Data extracted from a collection:
- Opening Delimiter -

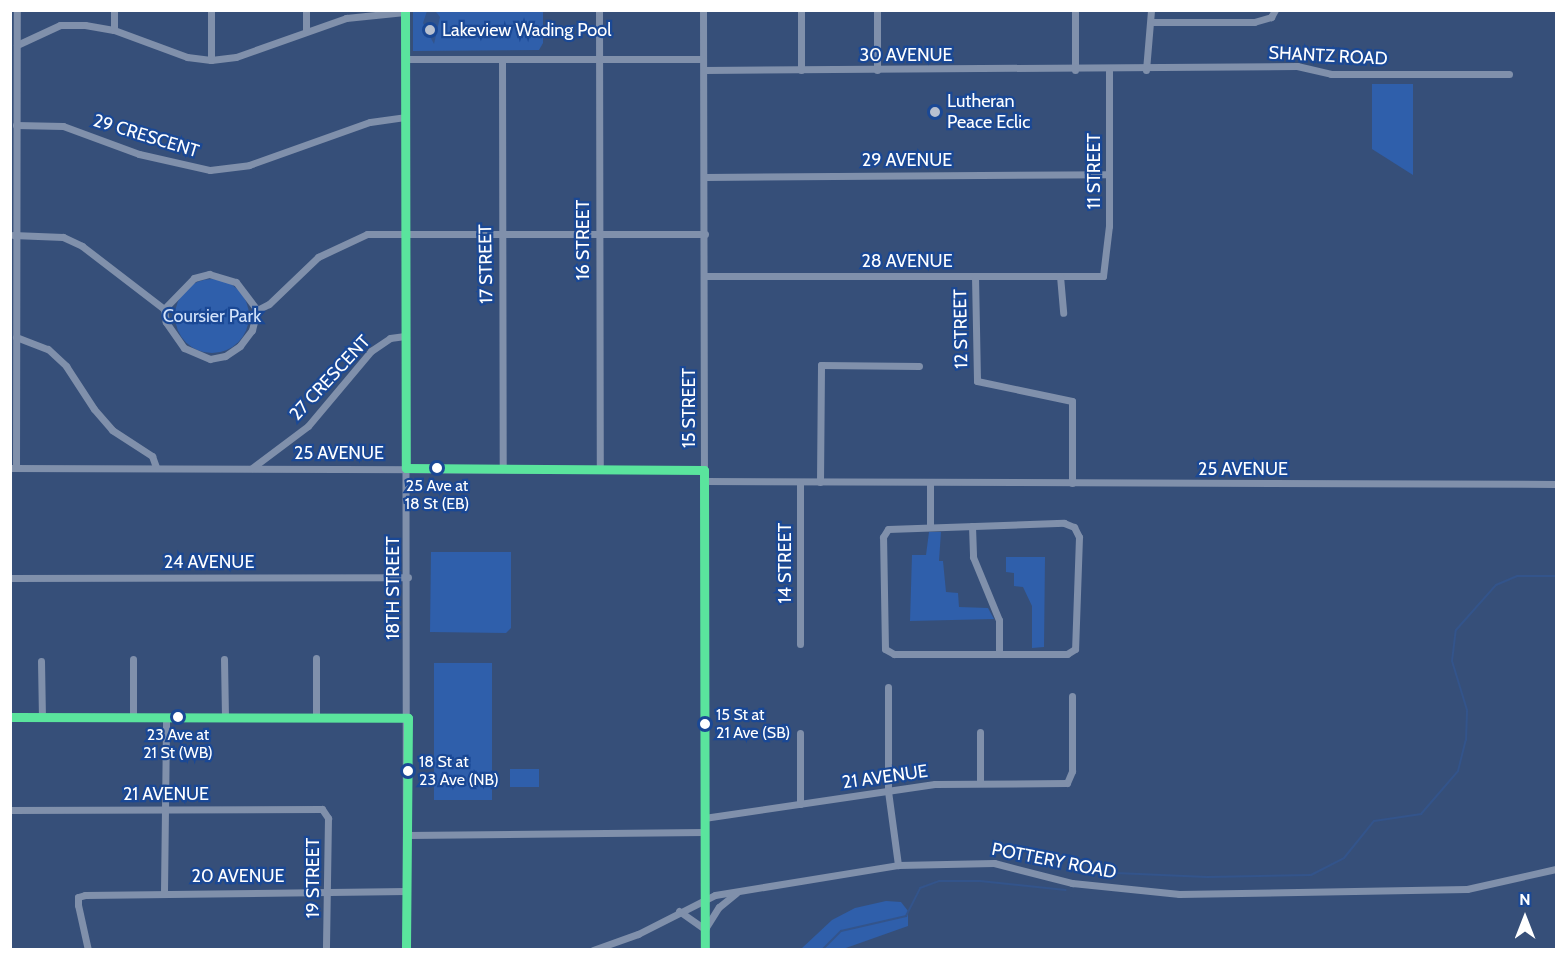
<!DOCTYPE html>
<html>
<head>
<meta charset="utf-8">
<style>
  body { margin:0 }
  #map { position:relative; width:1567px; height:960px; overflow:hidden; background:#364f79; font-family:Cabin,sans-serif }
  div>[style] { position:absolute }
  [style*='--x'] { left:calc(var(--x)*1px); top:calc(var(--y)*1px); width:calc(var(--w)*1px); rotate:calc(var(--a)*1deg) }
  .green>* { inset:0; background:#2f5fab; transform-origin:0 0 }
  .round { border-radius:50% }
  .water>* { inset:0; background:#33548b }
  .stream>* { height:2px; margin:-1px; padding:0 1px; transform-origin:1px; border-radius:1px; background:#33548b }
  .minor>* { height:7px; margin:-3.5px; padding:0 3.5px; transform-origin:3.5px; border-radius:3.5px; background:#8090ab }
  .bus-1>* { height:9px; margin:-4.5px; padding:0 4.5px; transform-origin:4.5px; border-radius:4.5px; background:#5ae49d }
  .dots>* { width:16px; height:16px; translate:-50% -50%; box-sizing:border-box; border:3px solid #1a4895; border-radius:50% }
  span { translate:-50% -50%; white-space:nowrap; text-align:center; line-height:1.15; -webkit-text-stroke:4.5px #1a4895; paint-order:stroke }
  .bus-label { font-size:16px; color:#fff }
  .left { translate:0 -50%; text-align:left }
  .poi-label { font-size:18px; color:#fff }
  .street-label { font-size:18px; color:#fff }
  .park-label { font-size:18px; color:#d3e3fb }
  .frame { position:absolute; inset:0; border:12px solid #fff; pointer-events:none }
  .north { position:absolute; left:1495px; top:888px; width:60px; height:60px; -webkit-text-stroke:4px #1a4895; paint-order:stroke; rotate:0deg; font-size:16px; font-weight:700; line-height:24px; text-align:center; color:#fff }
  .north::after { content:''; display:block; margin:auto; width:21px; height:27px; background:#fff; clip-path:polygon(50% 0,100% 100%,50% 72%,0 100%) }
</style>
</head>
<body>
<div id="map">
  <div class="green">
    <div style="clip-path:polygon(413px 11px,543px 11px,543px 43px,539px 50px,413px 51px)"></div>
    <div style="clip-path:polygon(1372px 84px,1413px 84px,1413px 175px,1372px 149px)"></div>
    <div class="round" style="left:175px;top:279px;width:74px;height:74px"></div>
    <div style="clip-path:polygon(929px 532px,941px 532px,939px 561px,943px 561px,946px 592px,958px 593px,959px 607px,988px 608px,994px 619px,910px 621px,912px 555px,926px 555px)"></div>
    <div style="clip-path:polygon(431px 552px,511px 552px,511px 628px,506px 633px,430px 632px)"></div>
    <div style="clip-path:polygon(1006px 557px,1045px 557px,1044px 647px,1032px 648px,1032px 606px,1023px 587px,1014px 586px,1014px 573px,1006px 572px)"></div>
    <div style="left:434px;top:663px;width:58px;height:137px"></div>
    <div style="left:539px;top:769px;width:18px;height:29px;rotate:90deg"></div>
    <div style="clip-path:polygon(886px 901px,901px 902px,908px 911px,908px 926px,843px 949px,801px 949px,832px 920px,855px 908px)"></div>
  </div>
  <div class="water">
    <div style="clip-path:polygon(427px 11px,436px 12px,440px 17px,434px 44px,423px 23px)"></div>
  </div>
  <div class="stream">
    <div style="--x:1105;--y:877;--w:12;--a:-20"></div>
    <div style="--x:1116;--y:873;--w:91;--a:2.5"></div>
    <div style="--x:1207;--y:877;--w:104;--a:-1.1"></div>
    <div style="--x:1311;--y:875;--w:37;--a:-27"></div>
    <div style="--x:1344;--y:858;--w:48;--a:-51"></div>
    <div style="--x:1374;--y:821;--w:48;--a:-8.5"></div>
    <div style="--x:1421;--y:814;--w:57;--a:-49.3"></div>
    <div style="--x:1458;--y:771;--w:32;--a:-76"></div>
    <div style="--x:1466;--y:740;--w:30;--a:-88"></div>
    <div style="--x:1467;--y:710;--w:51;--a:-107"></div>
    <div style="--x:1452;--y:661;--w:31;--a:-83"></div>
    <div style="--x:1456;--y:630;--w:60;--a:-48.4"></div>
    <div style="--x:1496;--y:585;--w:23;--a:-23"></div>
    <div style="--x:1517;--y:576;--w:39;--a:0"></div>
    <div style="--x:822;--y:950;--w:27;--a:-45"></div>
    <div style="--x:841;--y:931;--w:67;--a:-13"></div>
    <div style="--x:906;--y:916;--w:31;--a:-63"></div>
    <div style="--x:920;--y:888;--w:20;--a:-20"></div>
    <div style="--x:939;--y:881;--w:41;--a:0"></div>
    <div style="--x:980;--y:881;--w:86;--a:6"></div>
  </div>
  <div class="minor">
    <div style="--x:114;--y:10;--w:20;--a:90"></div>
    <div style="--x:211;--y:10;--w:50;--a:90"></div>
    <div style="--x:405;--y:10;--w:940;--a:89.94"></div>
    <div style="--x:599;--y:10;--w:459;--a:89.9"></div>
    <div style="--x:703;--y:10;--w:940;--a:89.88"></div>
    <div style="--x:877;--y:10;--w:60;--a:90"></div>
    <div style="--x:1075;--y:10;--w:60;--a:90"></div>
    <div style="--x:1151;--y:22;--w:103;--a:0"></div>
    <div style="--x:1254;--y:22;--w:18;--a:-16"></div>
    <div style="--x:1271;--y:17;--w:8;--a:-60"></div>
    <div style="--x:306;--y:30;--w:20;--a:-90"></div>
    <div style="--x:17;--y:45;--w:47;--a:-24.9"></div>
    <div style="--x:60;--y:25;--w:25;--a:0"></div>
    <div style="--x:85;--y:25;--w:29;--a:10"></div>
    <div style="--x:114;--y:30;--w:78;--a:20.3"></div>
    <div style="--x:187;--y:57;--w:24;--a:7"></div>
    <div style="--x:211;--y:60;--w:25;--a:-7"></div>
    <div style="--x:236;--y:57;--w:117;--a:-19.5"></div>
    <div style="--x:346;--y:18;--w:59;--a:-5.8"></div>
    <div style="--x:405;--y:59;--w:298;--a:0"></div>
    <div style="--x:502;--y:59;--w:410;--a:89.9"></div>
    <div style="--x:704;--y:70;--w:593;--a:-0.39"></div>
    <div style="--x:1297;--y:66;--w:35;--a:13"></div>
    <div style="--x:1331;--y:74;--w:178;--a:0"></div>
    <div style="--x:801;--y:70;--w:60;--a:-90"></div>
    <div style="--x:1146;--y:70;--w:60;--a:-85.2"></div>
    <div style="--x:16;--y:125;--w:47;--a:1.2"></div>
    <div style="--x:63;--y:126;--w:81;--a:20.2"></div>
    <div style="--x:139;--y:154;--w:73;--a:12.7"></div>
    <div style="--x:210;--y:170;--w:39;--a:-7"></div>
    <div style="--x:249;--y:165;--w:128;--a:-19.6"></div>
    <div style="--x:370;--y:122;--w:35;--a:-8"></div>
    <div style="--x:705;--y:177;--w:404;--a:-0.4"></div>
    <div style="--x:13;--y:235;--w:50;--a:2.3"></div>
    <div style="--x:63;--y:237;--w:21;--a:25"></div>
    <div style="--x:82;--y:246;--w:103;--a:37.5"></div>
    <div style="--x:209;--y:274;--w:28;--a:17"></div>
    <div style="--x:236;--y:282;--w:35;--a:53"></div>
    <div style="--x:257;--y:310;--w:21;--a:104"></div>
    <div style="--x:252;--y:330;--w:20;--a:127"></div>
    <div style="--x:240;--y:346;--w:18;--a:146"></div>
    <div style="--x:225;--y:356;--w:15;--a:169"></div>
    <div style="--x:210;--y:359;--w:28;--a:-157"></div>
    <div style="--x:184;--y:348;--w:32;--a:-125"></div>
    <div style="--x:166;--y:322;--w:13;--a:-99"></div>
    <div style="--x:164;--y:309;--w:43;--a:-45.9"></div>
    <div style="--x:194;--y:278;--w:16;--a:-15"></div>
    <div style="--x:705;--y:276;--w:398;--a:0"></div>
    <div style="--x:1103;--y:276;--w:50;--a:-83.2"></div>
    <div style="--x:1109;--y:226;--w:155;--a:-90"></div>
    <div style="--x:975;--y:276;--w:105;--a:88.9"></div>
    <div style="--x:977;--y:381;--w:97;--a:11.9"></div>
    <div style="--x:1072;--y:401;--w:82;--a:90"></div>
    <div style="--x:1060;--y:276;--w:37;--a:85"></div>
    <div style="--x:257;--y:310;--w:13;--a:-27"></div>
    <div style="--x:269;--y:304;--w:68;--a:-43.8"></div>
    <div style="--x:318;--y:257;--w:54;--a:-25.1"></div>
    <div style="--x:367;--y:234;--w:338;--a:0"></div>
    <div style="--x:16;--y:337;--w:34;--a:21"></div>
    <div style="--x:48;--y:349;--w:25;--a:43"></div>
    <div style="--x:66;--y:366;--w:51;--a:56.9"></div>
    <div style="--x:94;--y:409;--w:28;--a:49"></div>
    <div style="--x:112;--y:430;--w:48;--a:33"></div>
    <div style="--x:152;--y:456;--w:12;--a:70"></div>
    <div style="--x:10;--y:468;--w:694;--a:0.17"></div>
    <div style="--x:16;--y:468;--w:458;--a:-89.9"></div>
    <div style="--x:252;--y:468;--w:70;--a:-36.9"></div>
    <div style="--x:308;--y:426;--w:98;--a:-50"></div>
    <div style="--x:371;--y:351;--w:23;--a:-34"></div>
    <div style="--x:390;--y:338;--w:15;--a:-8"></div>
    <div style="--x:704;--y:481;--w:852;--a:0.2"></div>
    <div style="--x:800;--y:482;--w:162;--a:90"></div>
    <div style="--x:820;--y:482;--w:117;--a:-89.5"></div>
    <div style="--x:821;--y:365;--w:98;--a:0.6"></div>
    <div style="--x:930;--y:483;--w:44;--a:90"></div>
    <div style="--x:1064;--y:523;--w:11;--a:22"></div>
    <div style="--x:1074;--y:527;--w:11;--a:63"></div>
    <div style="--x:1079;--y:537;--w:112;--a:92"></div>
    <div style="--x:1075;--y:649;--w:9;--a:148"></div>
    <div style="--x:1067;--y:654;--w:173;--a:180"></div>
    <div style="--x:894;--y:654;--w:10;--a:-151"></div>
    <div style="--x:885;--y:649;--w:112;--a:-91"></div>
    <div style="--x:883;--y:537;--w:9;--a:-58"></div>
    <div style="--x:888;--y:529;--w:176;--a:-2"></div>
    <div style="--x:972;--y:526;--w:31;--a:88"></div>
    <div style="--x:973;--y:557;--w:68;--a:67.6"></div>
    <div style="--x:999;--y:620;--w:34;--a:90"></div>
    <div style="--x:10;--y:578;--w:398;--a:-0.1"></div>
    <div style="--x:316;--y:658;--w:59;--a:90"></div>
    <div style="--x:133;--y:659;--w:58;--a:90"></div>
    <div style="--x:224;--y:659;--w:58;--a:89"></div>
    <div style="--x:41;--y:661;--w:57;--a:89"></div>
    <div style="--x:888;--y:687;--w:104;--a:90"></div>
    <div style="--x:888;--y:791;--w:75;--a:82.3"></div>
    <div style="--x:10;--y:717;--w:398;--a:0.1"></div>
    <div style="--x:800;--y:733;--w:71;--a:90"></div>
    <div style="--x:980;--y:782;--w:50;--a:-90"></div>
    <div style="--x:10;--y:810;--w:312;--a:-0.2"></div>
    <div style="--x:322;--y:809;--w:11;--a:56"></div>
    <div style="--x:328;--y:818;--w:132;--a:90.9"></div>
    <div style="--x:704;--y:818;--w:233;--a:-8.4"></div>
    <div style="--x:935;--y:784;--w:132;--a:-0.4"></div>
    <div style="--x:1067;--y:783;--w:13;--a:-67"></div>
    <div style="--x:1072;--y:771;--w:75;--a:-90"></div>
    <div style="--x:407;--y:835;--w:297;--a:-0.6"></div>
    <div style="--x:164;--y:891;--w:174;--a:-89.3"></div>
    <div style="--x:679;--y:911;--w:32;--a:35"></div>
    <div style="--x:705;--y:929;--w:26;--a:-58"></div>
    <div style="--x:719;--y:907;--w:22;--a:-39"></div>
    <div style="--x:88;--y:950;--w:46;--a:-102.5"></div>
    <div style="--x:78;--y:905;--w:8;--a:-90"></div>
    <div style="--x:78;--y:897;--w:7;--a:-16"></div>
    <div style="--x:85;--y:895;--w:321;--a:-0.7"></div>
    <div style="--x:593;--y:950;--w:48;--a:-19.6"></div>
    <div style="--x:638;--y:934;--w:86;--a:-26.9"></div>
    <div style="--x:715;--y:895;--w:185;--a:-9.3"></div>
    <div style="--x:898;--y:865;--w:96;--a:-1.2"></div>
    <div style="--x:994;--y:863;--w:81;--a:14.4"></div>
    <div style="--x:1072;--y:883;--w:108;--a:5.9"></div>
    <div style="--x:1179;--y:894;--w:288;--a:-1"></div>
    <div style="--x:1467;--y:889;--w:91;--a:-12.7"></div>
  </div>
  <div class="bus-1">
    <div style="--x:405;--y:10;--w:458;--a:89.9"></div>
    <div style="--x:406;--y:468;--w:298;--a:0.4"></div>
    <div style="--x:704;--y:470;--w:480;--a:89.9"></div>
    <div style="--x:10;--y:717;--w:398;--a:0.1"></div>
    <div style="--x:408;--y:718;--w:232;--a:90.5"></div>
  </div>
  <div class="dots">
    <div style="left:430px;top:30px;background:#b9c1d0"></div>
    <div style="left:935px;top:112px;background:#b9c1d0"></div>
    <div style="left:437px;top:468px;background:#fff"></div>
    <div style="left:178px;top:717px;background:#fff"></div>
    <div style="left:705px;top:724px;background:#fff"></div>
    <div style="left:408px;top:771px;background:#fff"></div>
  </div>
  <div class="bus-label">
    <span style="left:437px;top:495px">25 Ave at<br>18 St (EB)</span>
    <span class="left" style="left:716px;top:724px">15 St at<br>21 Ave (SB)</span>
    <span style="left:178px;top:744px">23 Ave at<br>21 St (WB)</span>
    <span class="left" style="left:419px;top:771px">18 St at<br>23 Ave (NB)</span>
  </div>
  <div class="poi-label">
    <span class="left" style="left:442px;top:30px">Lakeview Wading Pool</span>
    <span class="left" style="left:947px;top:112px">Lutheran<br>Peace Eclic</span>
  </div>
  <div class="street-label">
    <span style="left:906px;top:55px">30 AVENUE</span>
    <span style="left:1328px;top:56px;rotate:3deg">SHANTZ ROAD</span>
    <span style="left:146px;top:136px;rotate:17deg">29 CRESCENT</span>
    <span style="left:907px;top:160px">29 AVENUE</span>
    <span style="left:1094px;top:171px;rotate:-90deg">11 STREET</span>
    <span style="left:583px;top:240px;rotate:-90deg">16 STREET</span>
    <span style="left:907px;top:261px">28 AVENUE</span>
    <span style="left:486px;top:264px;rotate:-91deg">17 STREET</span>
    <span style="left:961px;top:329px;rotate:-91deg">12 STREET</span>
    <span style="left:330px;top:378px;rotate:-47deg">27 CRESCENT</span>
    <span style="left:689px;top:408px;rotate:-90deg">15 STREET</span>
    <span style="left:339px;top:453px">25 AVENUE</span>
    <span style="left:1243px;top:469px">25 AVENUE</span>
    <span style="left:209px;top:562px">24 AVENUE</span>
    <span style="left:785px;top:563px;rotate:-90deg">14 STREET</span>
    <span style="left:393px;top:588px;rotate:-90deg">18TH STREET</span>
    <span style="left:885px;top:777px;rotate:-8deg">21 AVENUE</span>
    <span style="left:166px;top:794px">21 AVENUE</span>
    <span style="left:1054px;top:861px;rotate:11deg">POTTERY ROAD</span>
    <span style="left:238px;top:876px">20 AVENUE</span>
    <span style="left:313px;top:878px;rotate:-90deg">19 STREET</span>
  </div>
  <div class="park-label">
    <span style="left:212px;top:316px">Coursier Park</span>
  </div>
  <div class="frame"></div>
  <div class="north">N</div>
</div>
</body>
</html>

- Closing Delimiter -

* _Aim of the task_
Search the entries above for "stream". Show every line that has it.

* _Answer section_
  .stream>* { height:2px; margin:-1px; padding:0 1px; transform-origin:1px; border-radius:1px; background:#33548b }
  <div class="stream">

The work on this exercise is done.